Kulihat lia memandangku dengan senyumannya yang seakan akan tidak ada yang harus ku cemaskan.tapi ketika ku lihat matanya aku tahu dia sedang menanggung beban yang sangat berat,sangat berat sekali! Dan ini yang membuatku semakin bingung.

"Kamu tahu apa ini sayang?" Tanyanya memecah kesunyian diantara kami sambil menunjukan kertas yang sedari tadi di pegangnya.

"Surat dari rumah sakit kan?"jawabku ragu ragu

"Iya ini surat dari rumah sakit dan jawaban buat kamu ada disini semuanya" jawabnya seraya memberikan surat itu padaku

Segera kubaca surat tersebut dan aku tidak mengerti sama sekali apa yang ditulis di surat tersebut,segera ku lihat di kolom diagnosis dan disana tertulis "ventracular septal defect" aku terhenyak,
lia......separah inikah sakitmu,tanpa saddar aku menutup mulutku,aku kaget dan shock,orang yang sangat ku sayang,dia sakit seperti ini? Kebocoran jantung? Dan dia bisa bertahan sampai sekarang? Ya tuhan kau berikan permainan apa lagi buatku.

"Sebenarnya aku gak mau ngasih tau kamu sekarang sayang,kalo gak ketemu kamu di rumah sakit tadi dan juga kata dokter tadi kalo aku bisa mati kapan aja" katanya mengagetkanku dan dia mengucapkan hal itu tanpa bergetar sedikitpun.

Aku memandangnya lekat lekat,aku tahu dia sedang terguncang aku tahu dia sedang berusaha mati matian menahan isak tangisnya di depanku,tapi bukan itu yang ku mau ku mohon jangan terlihat seperti itu di depanku,justru itu malah membuatku frustasi! Ku mohon lia.......
Ku mohon.!

"Ka...kamu ngomong apa sayang? Kamu gak lagi bercanda kan?" Tanyaku tergagap berusaha sekuatku menahan emosiku ingin memelukbya.

"Iya aku gak papa,aku udah siap dengan semuanya,aku udah cukup sering denger kata mati buatku" kata lia sambil tetap berusaha tergar di depanku.

"Kamu tau kenapa aku kemarin ngilang seminggu? Sebenarnya aku sedang opname waktu itu di jogja,aku gak mau ngasih tau kamu karena aku tahu kamu pasti bakal terpukul gara gara aku,aku bisa kok ngelewatin ini semua aku udah biasa....." dia tidak melanjutkan ucapanya karena aku sudah tidak kuat menahan emosiku untuk memeluknya.

"Udah cukup,kamu ngomong apa?" Kataku
"Kalau kamu butuh sandaran,ingin menangis aku ada disini buat kamu," lanjutku sambil menatap matanya.

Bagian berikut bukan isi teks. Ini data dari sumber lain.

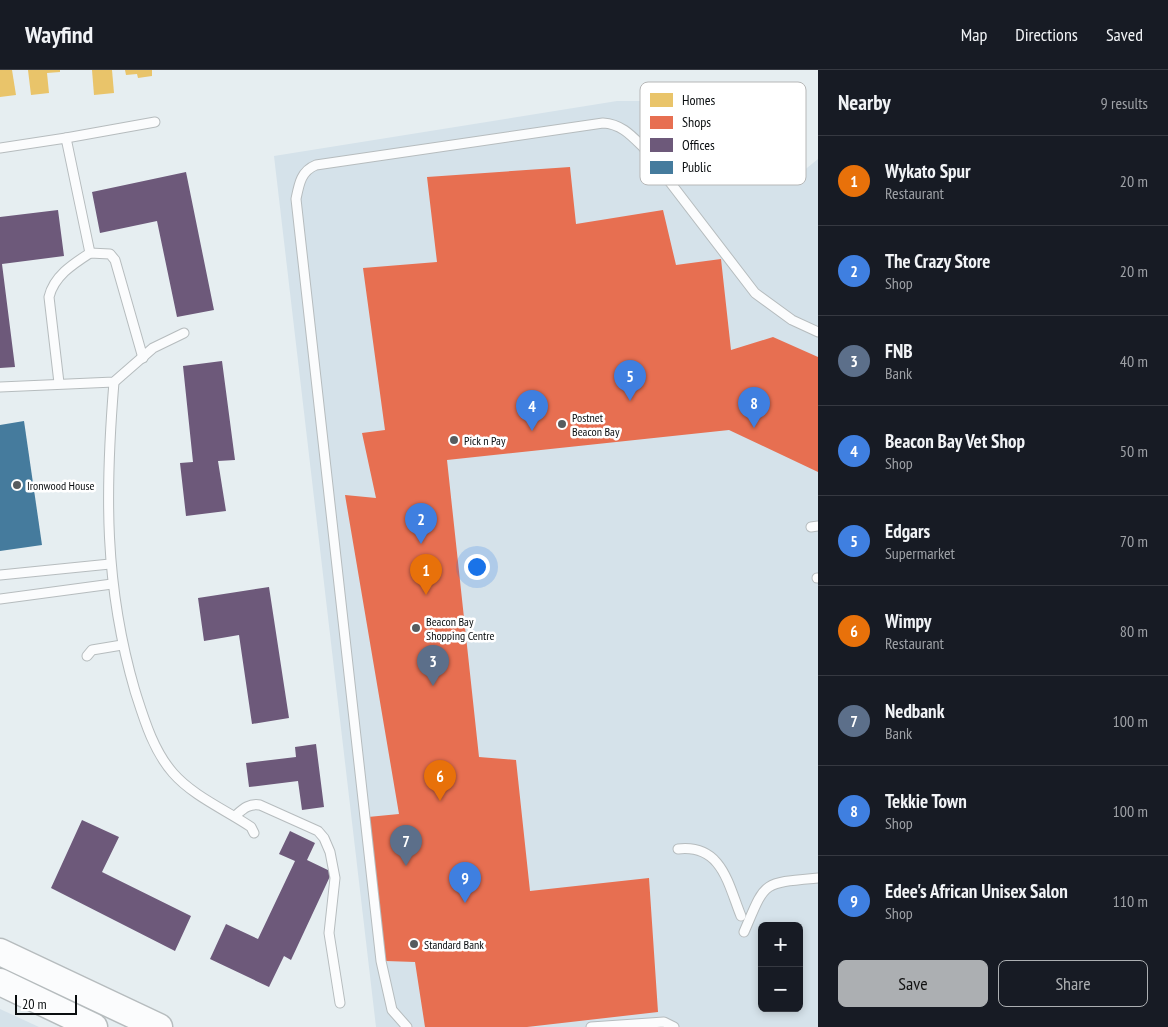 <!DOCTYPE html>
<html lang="en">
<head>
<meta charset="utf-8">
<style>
  :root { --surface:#171b24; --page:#242831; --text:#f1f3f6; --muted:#9ea1a6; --line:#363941; --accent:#acafb2 }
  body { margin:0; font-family:"PT Sans Narrow",sans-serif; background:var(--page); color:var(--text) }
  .controls { position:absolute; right:15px; bottom:15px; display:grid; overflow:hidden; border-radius:8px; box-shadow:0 2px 8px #0003 }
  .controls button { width:45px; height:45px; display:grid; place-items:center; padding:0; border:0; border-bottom:1px solid var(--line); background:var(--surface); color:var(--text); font:25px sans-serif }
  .scale { position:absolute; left:15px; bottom:12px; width:62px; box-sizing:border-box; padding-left:5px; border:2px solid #0a0e10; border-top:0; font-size:14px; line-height:18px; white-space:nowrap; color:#0a0e10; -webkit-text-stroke:4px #fff; paint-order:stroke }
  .you { position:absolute; left:476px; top:496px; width:18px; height:18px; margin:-12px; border:4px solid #fff; border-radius:50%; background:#1a73e8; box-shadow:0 0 0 8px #1a73e833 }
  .badge { display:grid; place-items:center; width:32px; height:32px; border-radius:50%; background:var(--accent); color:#fff; font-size:16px; font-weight:700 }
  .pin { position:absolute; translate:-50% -41px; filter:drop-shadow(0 1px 2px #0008) }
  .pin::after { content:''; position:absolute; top:26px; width:18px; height:15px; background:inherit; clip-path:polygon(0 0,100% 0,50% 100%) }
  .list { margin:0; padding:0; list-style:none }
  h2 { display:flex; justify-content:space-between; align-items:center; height:65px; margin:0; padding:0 20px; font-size:21px }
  h2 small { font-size:16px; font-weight:400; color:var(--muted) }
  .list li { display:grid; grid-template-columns:32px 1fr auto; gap:15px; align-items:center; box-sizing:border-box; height:90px; padding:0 20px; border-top:1px solid var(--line) }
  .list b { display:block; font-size:19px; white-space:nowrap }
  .list p { margin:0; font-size:16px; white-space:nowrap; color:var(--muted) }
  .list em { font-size:16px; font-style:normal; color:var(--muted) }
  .actions { display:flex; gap:10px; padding:15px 20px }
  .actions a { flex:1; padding:11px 0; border:1px solid var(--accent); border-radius:8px; text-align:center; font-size:18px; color:var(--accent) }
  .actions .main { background:var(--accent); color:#111 }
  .map { position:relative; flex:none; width:818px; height:957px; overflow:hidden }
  header { display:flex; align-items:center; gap:30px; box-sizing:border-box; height:70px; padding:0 25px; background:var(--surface); border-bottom:1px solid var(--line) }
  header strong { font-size:24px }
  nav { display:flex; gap:28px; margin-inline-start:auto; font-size:18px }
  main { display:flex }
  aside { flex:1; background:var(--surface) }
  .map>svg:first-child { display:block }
</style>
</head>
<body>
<header>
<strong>Wayfind</strong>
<nav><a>Map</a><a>Directions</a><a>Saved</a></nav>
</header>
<main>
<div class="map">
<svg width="818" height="957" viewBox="0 0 818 957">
  <rect width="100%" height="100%" fill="#e6eef1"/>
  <g fill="#d5e2ea" fill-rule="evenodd">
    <path d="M617 31H753L791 111 818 89V957H376L274 86ZM762 856H799V938H762Z"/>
    <path d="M0 939 39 957H0Z"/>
  </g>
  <g fill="#e9c46a">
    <path d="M0 0H12L16 25 0 27Z"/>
    <path d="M28 0H60V2L47 3 49 23 31 25Z"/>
    <path d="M92 0H112L114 23 94 25Z"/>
    <path d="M125 0H152V6L138 8 137 4 126 5Z"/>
  </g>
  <path fill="#e76f51" d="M570 97 576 154 663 140 676 195 721 189 731 280 773 267 818 287V402L729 360 447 390 479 687 516 690 530 821 649 808 658 942 527 957H425L415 892 386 891 368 747 399 744 345 425 376 428 362 363 385 360 363 198 437 192 427 107Z"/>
  <g fill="#6d597a">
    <path d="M186 102 214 240 177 247 157 151 100 163 92 122Z"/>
    <path d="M58 140 64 186 2 194 15 297 0 298V147Z"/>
    <path d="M222 291 235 390 218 391 226 441 186 446 180 393 193 392 183 296Z"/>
    <path d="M269 517 289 648 252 654 239 565 204 571 198 528Z"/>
    <path d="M316 674 324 737 302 740 298 711 249 717 246 693 296 687 295 677Z"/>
    <path d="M82 750 119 767 102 802 191 846 175 881 51 818Z"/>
    <path d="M290 761 315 773 307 790 332 802 291 890 284 886 269 917 210 889 226 854 258 869 295 791 279 784Z"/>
  </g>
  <path fill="#457b9d" d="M24 351 42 475 0 481V355Z"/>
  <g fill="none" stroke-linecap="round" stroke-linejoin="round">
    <defs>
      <g id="service">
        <path d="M66 68 155 52"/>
        <path d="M0 78 66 68 90 183"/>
        <path d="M114 312C105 421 104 515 135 621 144 649 153 680 173 703 193 726 226 740 251 757L254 763"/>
        <path d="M59 313 49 227C54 206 73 194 90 183L110 184 115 190 143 288"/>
        <path d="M0 317 114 312 153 278 184 263"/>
        <path d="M811 457 818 456"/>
        <path d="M0 505 110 494"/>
        <path d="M817 508H818"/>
        <path d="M0 529 112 514"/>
        <path d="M87 586 92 580 122 575"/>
        <path d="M235 746C243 739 249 733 260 735L318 761 324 768 330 782 335 808 329 863 340 933"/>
        <path d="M678 779C722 774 728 814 741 846"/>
        <path d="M744 862C766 811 761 813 818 808"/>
        <path d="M407 957 392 940 381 891 296 129C299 114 301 101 316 95L603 53C621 54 631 65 643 77L755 223 792 250 818 262"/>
        <path d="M591 957 664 952 674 957"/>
      </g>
      <g id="primary">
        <path d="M0 882 159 957"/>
        <path d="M0 912 94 957"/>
      </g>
    </defs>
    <use href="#service" stroke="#b6bcbe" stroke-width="11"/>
    <use href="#primary" stroke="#b6bcbe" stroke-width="29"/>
    <use href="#service" stroke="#fbfcfd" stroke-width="9"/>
    <use href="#primary" stroke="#fbfcfd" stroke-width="26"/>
  </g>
  <g fill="#575c5f" stroke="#fff" stroke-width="2">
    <circle cx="562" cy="354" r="5"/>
    <circle cx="454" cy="370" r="5"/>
    <circle cx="17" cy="415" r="5"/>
    <circle cx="416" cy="558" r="5"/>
    <circle cx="414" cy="874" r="5"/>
  </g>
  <g text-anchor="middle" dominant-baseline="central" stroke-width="5" stroke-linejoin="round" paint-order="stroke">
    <g font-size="12" fill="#0a0e10" stroke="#fff" text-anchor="start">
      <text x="572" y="347">Postnet<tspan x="572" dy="14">Beacon Bay</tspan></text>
      <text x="464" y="370">Pick n Pay</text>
      <text x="27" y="415">Ironwood House</text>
      <text x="426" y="551">Beacon Bay<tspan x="426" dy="14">Shopping Centre</tspan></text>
      <text x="424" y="874">Standard Bank</text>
    </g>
  </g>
  <rect x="640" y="12" width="166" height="103" rx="8" fill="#fff" stroke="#b6b7b7" stroke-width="1"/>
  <rect x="650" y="23" width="23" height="14" fill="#e9c46a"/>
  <rect x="650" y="46" width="23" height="13" fill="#e76f51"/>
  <rect x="650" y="68" width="23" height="14" fill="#6d597a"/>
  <rect x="650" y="91" width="23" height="13" fill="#457b9d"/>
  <g font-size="14" fill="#0a0e10">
    <text x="682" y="35">Homes</text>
    <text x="682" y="57">Shops</text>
    <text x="682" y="80">Offices</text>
    <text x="682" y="102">Public</text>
  </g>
</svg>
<div class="controls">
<button>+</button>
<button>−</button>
</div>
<div class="scale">20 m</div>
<div class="you"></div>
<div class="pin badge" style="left:426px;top:525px;background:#e8710a">1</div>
<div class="pin badge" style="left:421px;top:474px;background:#3f7fe0">2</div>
<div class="pin badge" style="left:433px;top:616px;background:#5c6f8a">3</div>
<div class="pin badge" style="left:532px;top:361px;background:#3f7fe0">4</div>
<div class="pin badge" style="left:630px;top:331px;background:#3f7fe0">5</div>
<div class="pin badge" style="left:440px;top:731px;background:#e8710a">6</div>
<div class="pin badge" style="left:406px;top:796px;background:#5c6f8a">7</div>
<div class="pin badge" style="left:754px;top:358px;background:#3f7fe0">8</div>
<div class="pin badge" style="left:465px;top:833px;background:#3f7fe0">9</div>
</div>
<aside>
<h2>Nearby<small>9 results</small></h2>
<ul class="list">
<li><span class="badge" style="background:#e8710a">1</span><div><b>Wykato Spur</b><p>Restaurant</p></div><em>20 m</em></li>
<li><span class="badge" style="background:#3f7fe0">2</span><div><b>The Crazy Store</b><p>Shop</p></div><em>20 m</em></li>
<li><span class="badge" style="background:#5c6f8a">3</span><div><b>FNB</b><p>Bank</p></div><em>40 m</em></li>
<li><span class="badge" style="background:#3f7fe0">4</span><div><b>Beacon Bay Vet Shop</b><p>Shop</p></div><em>50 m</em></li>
<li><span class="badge" style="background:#3f7fe0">5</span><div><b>Edgars</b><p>Supermarket</p></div><em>70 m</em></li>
<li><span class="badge" style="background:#e8710a">6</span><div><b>Wimpy</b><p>Restaurant</p></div><em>80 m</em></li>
<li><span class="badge" style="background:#5c6f8a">7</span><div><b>Nedbank</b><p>Bank</p></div><em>100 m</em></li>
<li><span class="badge" style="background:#3f7fe0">8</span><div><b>Tekkie Town</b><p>Shop</p></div><em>100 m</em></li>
<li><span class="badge" style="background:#3f7fe0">9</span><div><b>Edee's African Unisex Salon</b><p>Shop</p></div><em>110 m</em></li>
</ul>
<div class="actions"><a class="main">Save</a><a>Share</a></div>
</aside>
</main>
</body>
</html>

Ku cium keningnya,ku belai rambutnya dengan sangat hati hati.tiba tiba dia mendekapku erat dan menyentakku dalam diam, dan entah bagaimana ... perlahan kukecup mesra bibirnya dalam balutan kasih yang entah kutahu berasal dari mana,ku semakin mendekap erat dirinya dalam kisruh rasa yang berkepanjangan,walau yang ada di antara kami hanya diam dan diam, pada tiap sesak yang ada di hati kami dan itu masih di balik pintu itu ...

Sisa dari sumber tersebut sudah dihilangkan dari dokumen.